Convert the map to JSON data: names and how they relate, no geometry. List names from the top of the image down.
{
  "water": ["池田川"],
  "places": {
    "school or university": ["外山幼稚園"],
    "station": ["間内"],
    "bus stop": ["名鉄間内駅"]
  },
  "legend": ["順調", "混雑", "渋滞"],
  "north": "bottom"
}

********

TASK DESCRIPTION: Retype the records above exactly as they appear.

TASK ANSWER:
Convert the map to JSON data: names and how they relate, no geometry. List names from the top of the image down.
{
  "water": ["池田川"],
  "places": {
    "school or university": ["外山幼稚園"],
    "station": ["間内"],
    "bus stop": ["名鉄間内駅"]
  },
  "legend": ["順調", "混雑", "渋滞"],
  "north": "bottom"
}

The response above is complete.